Work required: Copy out each line featuring the string "halo" from the entries beneath.

****************************************

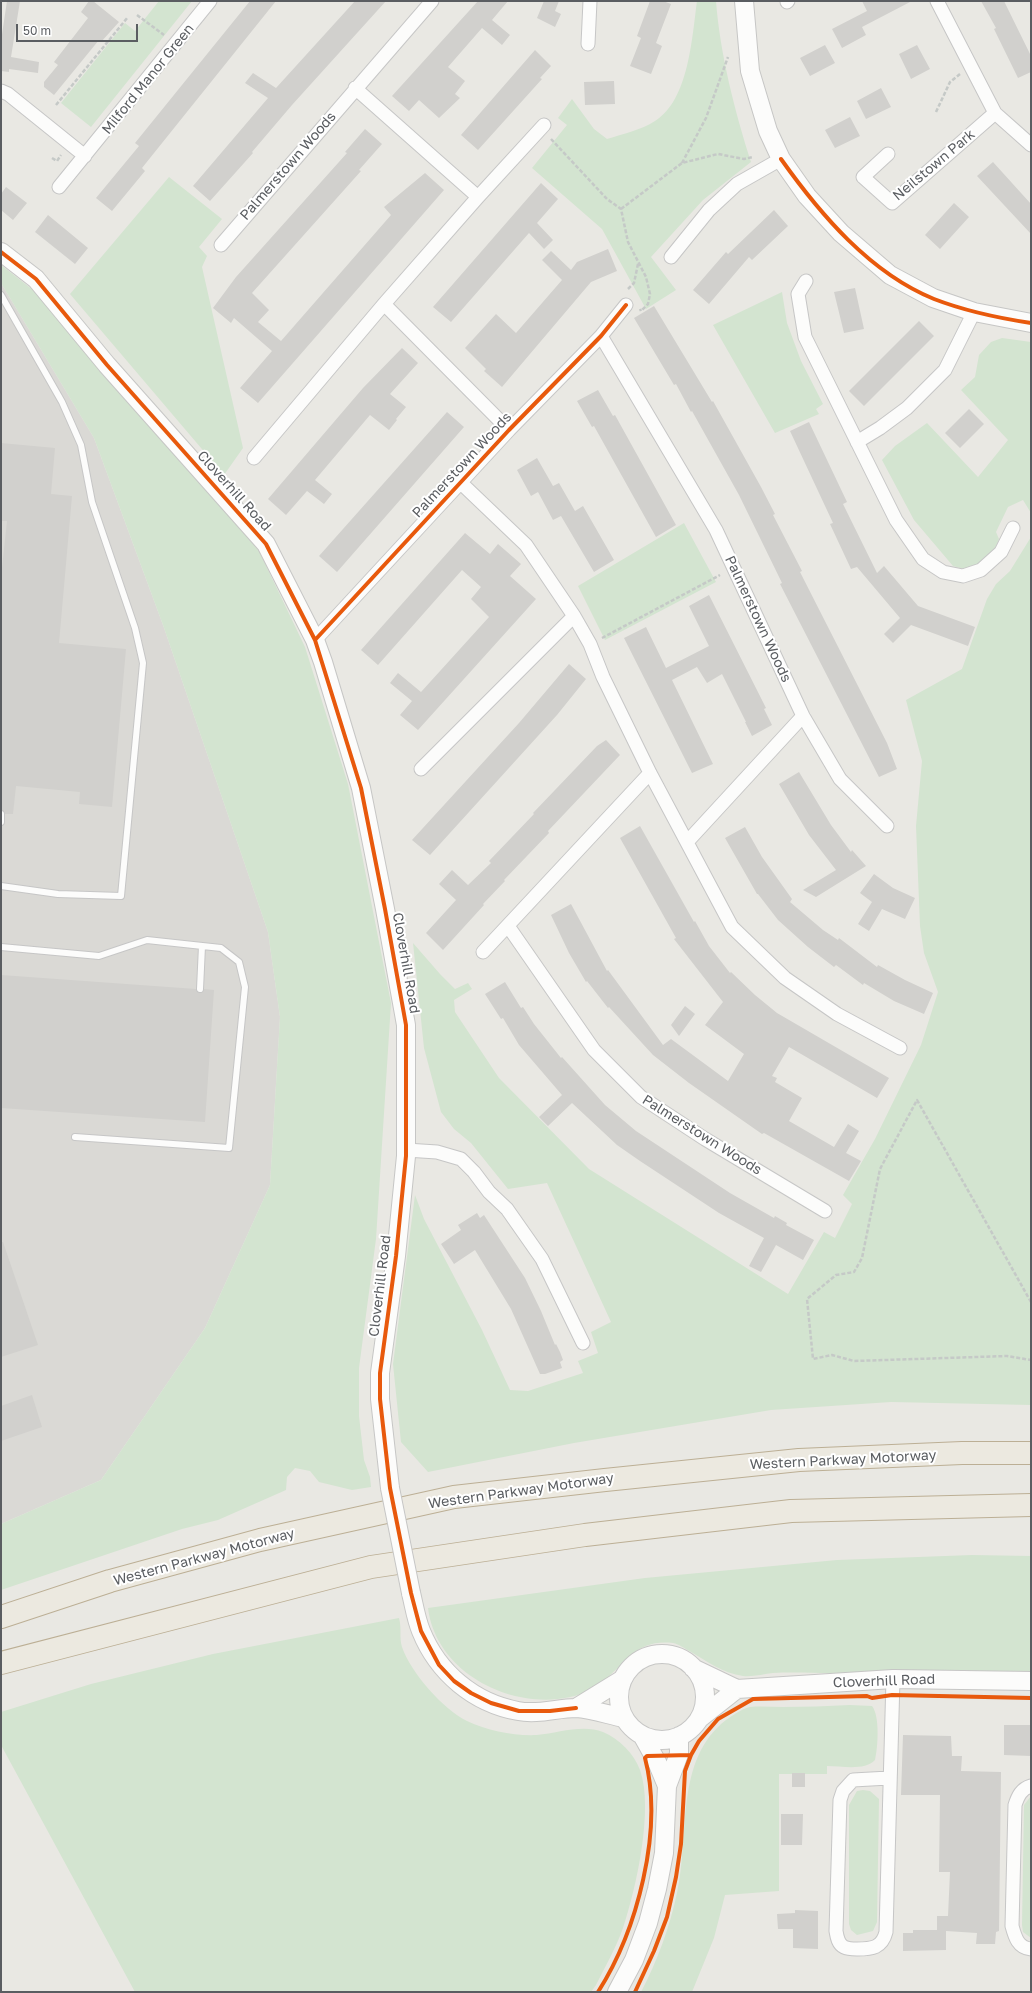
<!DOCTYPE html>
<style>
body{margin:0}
#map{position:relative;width:1032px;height:1993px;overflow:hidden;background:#e9e8e3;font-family:"Golos Text",sans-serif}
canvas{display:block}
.frame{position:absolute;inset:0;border:2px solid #5a5d61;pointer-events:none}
.scale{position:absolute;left:16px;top:24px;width:122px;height:18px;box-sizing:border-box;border:2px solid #5a5d61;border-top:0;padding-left:5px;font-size:12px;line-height:14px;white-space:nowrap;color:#5a5d61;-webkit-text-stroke:3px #fff;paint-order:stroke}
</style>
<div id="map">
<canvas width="1032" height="1993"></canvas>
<div class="frame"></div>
<div class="scale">50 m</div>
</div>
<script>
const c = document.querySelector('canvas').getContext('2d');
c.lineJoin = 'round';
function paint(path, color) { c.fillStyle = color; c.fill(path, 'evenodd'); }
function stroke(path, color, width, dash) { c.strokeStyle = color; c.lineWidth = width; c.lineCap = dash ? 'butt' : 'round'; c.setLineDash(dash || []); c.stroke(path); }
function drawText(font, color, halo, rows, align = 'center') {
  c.font = font + ' "Golos Text",sans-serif'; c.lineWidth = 4; c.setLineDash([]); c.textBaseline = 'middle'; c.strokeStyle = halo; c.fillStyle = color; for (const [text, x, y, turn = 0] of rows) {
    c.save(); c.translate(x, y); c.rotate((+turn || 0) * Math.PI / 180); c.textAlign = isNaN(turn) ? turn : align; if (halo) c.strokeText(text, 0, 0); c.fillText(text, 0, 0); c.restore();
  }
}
paint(new Path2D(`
 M1,283L94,438L163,625L268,932L280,1017L270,1185L205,1328L101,1480L1,1524Z`), '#dad9d5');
paint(new Path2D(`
 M159,1H192L91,127L61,103L125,23L135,31Z
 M697,1H716C720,54 735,112 751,162L703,200L651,257L676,290L646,309L602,229L532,168L567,125L558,118L572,99L594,129L607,139C623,134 641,130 655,121C689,100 692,37 697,1Z
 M169,177L222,219L199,247L207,256L202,267L243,448L224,475L70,294Z
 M1,265L33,290L259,551L305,647L348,784L391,1003L376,1239L359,1368V1416L364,1460L370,1477L371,1487L352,1490L319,1482L310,1471L295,1468L287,1477L286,1490L218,1520L182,1529L1,1590V1524L101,1480L205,1328L270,1185L280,1017L268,932L163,625L94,438L1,283Z
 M782,292L787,323L801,361L823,404L816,409L819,414L775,433L713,325Z
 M1002,338L1031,342V513L1023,500L1008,507L996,532L999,539L995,549L981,563L967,570L953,566L914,520L882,460L895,446L927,423L978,477L1008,440L961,390L975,377L979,355L991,342Z
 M684,523L716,582L605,640L578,586Z
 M1031,537V1405L891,1402L771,1410L574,1443L428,1472L401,1442L393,1364L415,1195L424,1219L482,1330L510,1390L528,1391L583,1373L578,1361L598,1353L591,1332L611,1322L547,1183L508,1189L471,1143L454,1129L441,1112L424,1048L413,943L440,974L455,989L468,983L472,989L454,1000L455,1012L499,1078L589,1169L788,1294L824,1232L835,1238L852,1204L843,1195L875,1139L921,1045L938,992L924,953L920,926L916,826L922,761L906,700L962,669L987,599L996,584L1010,571Z
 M972,1555L1031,1556V1674C964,1673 898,1672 831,1673C812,1673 792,1672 773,1673C764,1674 753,1677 743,1676C723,1673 708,1662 691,1652C685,1649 679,1644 673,1643C638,1639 628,1660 605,1680C601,1684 596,1688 591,1690C529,1719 437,1680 428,1608L645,1578L837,1560Z
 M399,1618C402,1629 399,1637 402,1647C411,1673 443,1709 467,1721C488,1731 514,1736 537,1735C558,1733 583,1724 603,1732C620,1739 634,1754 640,1770C654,1809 636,1889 623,1928C616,1948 605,1967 596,1985L591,1992H135L1,1745V1712L91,1684L213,1654Z
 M850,1705L872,1706C880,1716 878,1747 875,1760C865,1771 842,1766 827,1766V1774H779V1891L725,1895L714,1938L692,1992H641C657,1962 670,1926 677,1893C690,1836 674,1760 726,1720C732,1716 741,1709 750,1707C760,1706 772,1707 783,1707C805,1707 827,1706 850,1705Z
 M863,1790L870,1791L879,1799L877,1922L873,1931L857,1935L851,1930L849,1924V1805L857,1791Z
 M1031,1796V1938L1023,1932L1022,1925L1024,1805Z`), '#d3e4d0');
paint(new Path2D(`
 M7,1H20L11,57L39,62L38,73L9,69V72L1,71V41Z
 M89,1H93L119,22L101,42L99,40L54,95L44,87V82L58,65L54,62L88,18L81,12Z
 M250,1H276L142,168L145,171L112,211L96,198L139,146L135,143Z
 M355,1H386L292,105L252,152L253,153L210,201L193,186L268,98L245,83L253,73L276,88Z
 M478,1H508L492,20L510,35L502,45L482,28L448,67L465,81L455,94L460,98L439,118L419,100L409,111L392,96Z
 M544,1H559L555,11L561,14L555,27L537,18Z
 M650,1H663L671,4L656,43L662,46L651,74L630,66L641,38L637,36Z
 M862,1H912L862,27L866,35L842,48L832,29L867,11Z
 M981,1H1004L1031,56V72L1018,78L994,29L996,28Z
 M825,45L835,63L810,76L800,58Z
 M917,45L930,69L911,79L899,54Z
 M535,50L551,66L540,78L542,79L478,150L461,135Z
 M614,81L615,104L585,105L584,82Z
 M881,88L891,107L866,119L857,101Z
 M850,117L860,136L835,148L825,130Z
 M365,129L382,144L359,170L361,171L252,293L269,310L258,322L281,341L391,215L384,207L425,173L444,190L258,403L240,388L272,351L234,318L231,323L213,308L236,277L347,153L345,152Z
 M993,162L1031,204V234L977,176Z
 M541,183L558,199L537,223L553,240L544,249L529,233L451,322L433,307Z
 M6,187L27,203L13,220L1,210V194Z
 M954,203L969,217L940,249L925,235Z
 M774,210L788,226L752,260L749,257L709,304L693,290L726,252L728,254Z
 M48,215L88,248L75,264L35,232Z
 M608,249L617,271L591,282L502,387L484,371L486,369L465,348L496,314L516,333L562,280L542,260L551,251L571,270L577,262Z
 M855,288L864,329L844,333L834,292Z
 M654,306L712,402L713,401L761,487L775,514L773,515L802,571L800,572L887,743L897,769L879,777L780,584L782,583L739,495L692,411L691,412L676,384L674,385L634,318Z
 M919,321L934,336L864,406L849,391Z
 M402,348L418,363L390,394L406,407L396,419L397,420L389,430L370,415L315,480L332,494L324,504L307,491L286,515L268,499L363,388Z
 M598,390L613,416L615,415L676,525L656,537L594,426L592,427L577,401Z
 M969,409L984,424L960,448L945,433Z
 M447,412L464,427L337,572L319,556Z
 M809,422L847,502L843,504L877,573L884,566L918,606L975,627L968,646L911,625L893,643L884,634L900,618L857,567L851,569L830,524L833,523L790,431Z
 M1,443L55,448L51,494L72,496L59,643L126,649L112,807L79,804L80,792L16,786L13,814H5L1,810V577L7,521H1Z
 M537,458L553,486L559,483L575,511L583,506L614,560L594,572L561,516L553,520L538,492L531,496L517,470Z
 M465,533L490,554L498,544L521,564L510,576L536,599L418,730L400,715L412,701L390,683L398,673L421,692L489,617L471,599L481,587L462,570L378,665L361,650Z
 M709,595L766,708L764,709L772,725L752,736L745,722H746L722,674L707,683L697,667L672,680L713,764L692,773L624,638L646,627L666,668L709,646L689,606Z
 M569,664L586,679L557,715L430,855L412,840L519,723Z
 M606,740L620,755L548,831L549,833L504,880L505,881L483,904L484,905L443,950L426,933L456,900L439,884L452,870L468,885L491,863L489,861L534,814L533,813L555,790L597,746Z
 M799,772L831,825L851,852L852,850L866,866L816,897L803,890L836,870L809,835L779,784Z
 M640,826L694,922L695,921L709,946L730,973L731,972L755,995L777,1013L889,1078L877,1098L789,1047L772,1076L777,1078L775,1082L802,1098L789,1121L834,1147L848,1124L859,1131L846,1153L861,1161L849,1181L764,1133L762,1134L689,1083L653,1055L609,1007L608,1008L587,981L586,982L569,953L551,915L571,904L607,971L608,970L663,1045L671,1039L728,1081L744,1054L705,1025L723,1002L674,939L676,938L620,838Z
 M745,827L762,857L792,899L790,902L823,930L838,940L839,938L877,967L878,965L905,980L933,993L924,1014L894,1001L864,983L863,985L836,965L834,967L808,947L778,920L758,894H757L725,838Z
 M874,874L893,888L915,898L905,919L882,909L869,931L858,924L872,902L860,893Z
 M1,975L196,989L199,993L204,989L214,990L205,1122L1,1108Z
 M505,982L521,1008L523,1007L534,1024L561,1058L562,1057L605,1105L636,1131L730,1193L774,1218L775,1216L787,1223L786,1225L814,1240L803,1260L776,1245L761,1272L749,1266L764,1238L719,1213L640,1161L617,1145L572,1103L548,1126L539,1117L562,1095L519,1045L503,1018L501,1019L485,994Z
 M685,1006L695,1014L679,1036L671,1025Z
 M477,1213L480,1218L484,1215L525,1278L541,1311L555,1345L556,1344L560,1352L563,1360L560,1362L562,1368L545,1374H540L511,1309L475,1250L454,1264L441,1244L461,1230L458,1225Z
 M1,1242H3L38,1345L1,1357Z
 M32,1395L42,1427L1,1441V1406Z
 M1004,1725H1031V1756L1004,1755Z
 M903,1735L951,1736L952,1756H962L961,1771L1001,1772L999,1931L996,1932L995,1944H976L977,1933L946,1931V1950L903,1951V1933H913V1930H937V1916H948L950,1872H939L940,1795H901Z
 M792,1773H805V1787H792Z
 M781,1814H803L802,1845H781Z
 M795,1910L818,1911V1949L793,1948V1929H778L777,1914L795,1913Z`), '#d1d0cd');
const lane = new Path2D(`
 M1,295L62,402L81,445L92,502L135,628L143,663L121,896L58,894L1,886
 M1,822V814
 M1,947L99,956L147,940L221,948L239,962L245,987L229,1148L75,1137
 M200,989L202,946`);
const street = new Path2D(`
 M937,1L995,113L1031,145
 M787,2L788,1
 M588,44L590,1
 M355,88L478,197
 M1,91L8,94L85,156
 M888,154L863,177L892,203L995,113
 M59,187L210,1
 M221,245L432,1
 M671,257L709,210L737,184L781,159
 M806,281L798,294L805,337L896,520L923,559L943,572L963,576L981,570L1001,552L1013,528
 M384,304L509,430
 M601,336L716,530L803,716L840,779L887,826
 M857,442L880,428L907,408L945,370L974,312
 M254,458L384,304L478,197L544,125
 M460,482L526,545L574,616L590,644L603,677L650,773L732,927L785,978L837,1014L900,1048
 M315,640L509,430L601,336L626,305
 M421,769L574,616
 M687,842L803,716
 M508,926L594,1050L641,1097L705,1139L825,1211
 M483,952L650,773
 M406,1150L437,1152L461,1159L474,1172L489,1192L507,1209L542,1259L583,1343
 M889,1778L853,1780L843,1791L840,1800L836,1931C837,1937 838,1944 844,1947C848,1949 853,1949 857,1949C872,1949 882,1948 886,1932L893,1679
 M1031,1786C1021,1789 1018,1796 1015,1805L1012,1926C1015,1937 1018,1948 1031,1949`);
const secondary = new Path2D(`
 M744,1L750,71L768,131L781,159L807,196L841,233L890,275L933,298L974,312L1031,323
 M1,252L36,279L107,365L266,544L315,640L323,662L361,788L385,909L406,1025V1156L396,1256L380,1373V1399L390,1488
 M411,1593C414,1605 416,1619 421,1631C438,1673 474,1703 518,1711C538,1715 557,1708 576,1708C592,1709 609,1715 624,1718
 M619 1697a43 43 0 1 1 86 0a43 43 0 1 1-86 0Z
 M693,1668L737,1689L893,1679L1031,1681
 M576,1708L623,1679
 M699,1719L737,1689
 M642,1735L657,1762L667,1786
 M617,1992L634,1960L648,1923L657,1889L664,1853L667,1786L679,1754V1736`);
const highway = new Path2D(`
 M1,1617L110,1581L260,1540L454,1497L605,1480L799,1460L962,1453H1031
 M1,1663L371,1567L585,1535L791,1511L1031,1505`);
stroke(lane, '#c6c6c6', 8);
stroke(street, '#c6c6c6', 15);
stroke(secondary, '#c6c6c5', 20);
stroke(highway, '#bcaf95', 24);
stroke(new Path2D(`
 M137,15L164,35
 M56,105L128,17
 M936,112L950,82L960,74
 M551,139L607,199L621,209L628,242L646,277L650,294L648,304L641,311L640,309
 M52,158L57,161L61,155
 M682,163L706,118L728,57
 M621,209L682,163L718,154L744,159L753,157
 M628,289L634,283L638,264
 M602,638L720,575
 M1031,1302L917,1100L880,1169L862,1258L854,1272L836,1275L807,1299L813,1359L832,1355L854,1361L1007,1356L1031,1360`), '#c5c9c7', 2.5, [4, 2]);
stroke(lane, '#fcfcfb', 6);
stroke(street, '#fcfcfb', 13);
stroke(secondary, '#fcfcfb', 18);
stroke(highway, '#ece9e0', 22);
const secondaryBridge = new Path2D(`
 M390,1488L411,1593`);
stroke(secondaryBridge, '#c6c6c5', 20, []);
stroke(secondaryBridge, '#fcfcfb', 18);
stroke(new Path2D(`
 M781,159C820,214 870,273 934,299C965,311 998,318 1031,323
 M1,252L36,279L107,365L266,544L315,640L361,788L385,909L406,1025V1156L396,1256L380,1373V1399L390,1488L411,1593L421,1631L439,1665L454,1681L471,1693L491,1703L519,1711H550L576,1708
 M315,640L509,430L601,336L626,305
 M598,1992C637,1931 664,1830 645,1758L647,1756L691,1755
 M635,1992L654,1951L667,1917L676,1877L681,1844L685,1771L691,1755L699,1741L718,1719L753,1699L867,1696L872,1698L892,1695L1031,1698`), '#e8590c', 4);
drawText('14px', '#5a5d61', '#fff', [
 ["Milford Manor Green",148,79,-51],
 ["Neilstown Park",934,165,-40],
 ["Palmerstown Woods",288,166,-49],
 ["Palmerstown Woods",462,465,-47],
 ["Cloverhill Road",234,491,48],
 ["Palmerstown Woods",758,619,65],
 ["Cloverhill Road",406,963,80],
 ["Palmerstown Woods",702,1135,32],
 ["Cloverhill Road",380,1286,-83],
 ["Western Parkway Motorway",843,1460,-3],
 ["Western Parkway Motorway",521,1491,-8],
 ["Western Parkway Motorway",204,1557,-15],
 ["Cloverhill Road",884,1681,-2]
]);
</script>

****************************************

Answer box:
function drawText(font, color, halo, rows, align = 'center') {
  c.font = font + ' "Golos Text",sans-serif'; c.lineWidth = 4; c.setLineDash([]); c.textBaseline = 'middle'; c.strokeStyle = halo; c.fillStyle = color; for (const [text, x, y, turn = 0] of rows) {
    c.save(); c.translate(x, y); c.rotate((+turn || 0) * Math.PI / 180); c.textAlign = isNaN(turn) ? turn : align; if (halo) c.strokeText(text, 0, 0); c.fillText(text, 0, 0); c.restore();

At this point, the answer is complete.